Slovenia-Iceland: 25 Years of Friendship

Zver giving her lecture. Chair: Education Minister Illugi Gunnarsson. Photo: Olafur Engilbertsson.

On 19 December 1991, Iceland became the first Western country to recognise independent Slovenia which had formally seceded from Yugoslavia on 25 June. Previously, newly liberated countries like Ukraine and Lithuania had recognised the new state.

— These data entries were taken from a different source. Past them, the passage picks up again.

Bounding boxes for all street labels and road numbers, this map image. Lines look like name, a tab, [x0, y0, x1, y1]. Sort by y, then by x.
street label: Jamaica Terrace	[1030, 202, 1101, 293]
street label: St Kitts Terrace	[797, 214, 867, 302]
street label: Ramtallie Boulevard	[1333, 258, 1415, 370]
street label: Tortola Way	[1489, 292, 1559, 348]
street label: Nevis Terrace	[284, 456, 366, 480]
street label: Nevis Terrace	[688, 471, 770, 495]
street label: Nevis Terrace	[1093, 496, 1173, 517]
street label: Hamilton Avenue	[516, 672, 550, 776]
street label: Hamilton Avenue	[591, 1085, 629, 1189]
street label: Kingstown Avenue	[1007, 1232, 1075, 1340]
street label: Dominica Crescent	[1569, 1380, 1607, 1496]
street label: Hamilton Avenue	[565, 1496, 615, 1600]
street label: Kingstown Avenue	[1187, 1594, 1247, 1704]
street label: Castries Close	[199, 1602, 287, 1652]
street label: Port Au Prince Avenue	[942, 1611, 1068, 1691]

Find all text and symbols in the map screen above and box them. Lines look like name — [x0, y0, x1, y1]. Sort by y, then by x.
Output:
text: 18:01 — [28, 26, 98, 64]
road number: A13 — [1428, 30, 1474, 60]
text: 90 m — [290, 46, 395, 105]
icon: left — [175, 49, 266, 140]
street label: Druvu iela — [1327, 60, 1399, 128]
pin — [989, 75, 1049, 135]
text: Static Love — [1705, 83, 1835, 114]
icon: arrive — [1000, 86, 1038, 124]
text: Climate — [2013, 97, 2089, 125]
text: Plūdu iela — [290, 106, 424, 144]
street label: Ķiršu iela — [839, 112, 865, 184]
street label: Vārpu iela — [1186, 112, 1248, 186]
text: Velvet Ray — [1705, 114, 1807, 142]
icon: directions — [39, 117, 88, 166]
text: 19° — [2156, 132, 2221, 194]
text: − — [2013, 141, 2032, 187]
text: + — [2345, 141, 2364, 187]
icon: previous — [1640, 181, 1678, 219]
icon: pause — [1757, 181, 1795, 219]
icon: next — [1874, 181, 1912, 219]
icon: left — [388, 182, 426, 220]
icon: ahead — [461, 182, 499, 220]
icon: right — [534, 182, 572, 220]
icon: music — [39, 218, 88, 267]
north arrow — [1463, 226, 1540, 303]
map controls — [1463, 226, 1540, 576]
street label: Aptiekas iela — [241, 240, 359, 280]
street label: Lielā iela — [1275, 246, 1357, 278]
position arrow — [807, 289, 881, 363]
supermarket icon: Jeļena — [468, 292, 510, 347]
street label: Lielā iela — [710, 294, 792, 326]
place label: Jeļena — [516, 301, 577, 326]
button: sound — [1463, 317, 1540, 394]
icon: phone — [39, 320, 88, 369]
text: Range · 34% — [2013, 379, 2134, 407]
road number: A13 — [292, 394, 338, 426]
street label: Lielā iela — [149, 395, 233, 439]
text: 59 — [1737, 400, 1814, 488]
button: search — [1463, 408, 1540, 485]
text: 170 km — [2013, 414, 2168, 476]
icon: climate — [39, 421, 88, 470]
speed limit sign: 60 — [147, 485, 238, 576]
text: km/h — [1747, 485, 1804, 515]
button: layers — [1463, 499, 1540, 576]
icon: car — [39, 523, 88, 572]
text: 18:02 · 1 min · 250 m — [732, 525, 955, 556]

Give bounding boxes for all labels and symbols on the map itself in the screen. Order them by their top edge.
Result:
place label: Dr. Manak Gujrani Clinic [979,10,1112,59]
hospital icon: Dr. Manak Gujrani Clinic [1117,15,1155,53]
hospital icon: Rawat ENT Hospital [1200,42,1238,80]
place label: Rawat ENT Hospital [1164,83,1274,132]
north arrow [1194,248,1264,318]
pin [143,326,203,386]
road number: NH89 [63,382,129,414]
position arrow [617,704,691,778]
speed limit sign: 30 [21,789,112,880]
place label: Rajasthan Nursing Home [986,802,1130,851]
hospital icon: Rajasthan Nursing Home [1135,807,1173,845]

On the 25th anniversary of Iceland’s recognition of Slovenia, 19 December 2016, RNH Academic Director Professor Hannes H. Gissurarson published an article in Morgunbladid, reflecting on small states and nations. He agreed with the definition by Ernest Renan of a nation: a collective united by its will to be a nation. On this definition, both Icelanders and Slovenians could be regarded as nations. Professor Gissurarson also pointed out that economic integration facilitated the formation of small states, because they could benefit from the international division of labour and free trade. The larger the markets were, the smaller the political units could be.

Slovenian historian Dr. Andreja Zver gave a lecture at an RNH event in Iceland 16 September 2013 on the Slovenian experience of 20th century totalitarianism, as the country had been controlled by fascists, nazis and communists one after another. Still, mass graves from totalitarian times are being discovered in the country. Zver is married to one of the best-known politicians of Slovenia, former Education Minister Milan Zver, an MEP. Professor Gissurarson’s article forms a part of the joint RNH-ACRE project on “Europe of the Victims”.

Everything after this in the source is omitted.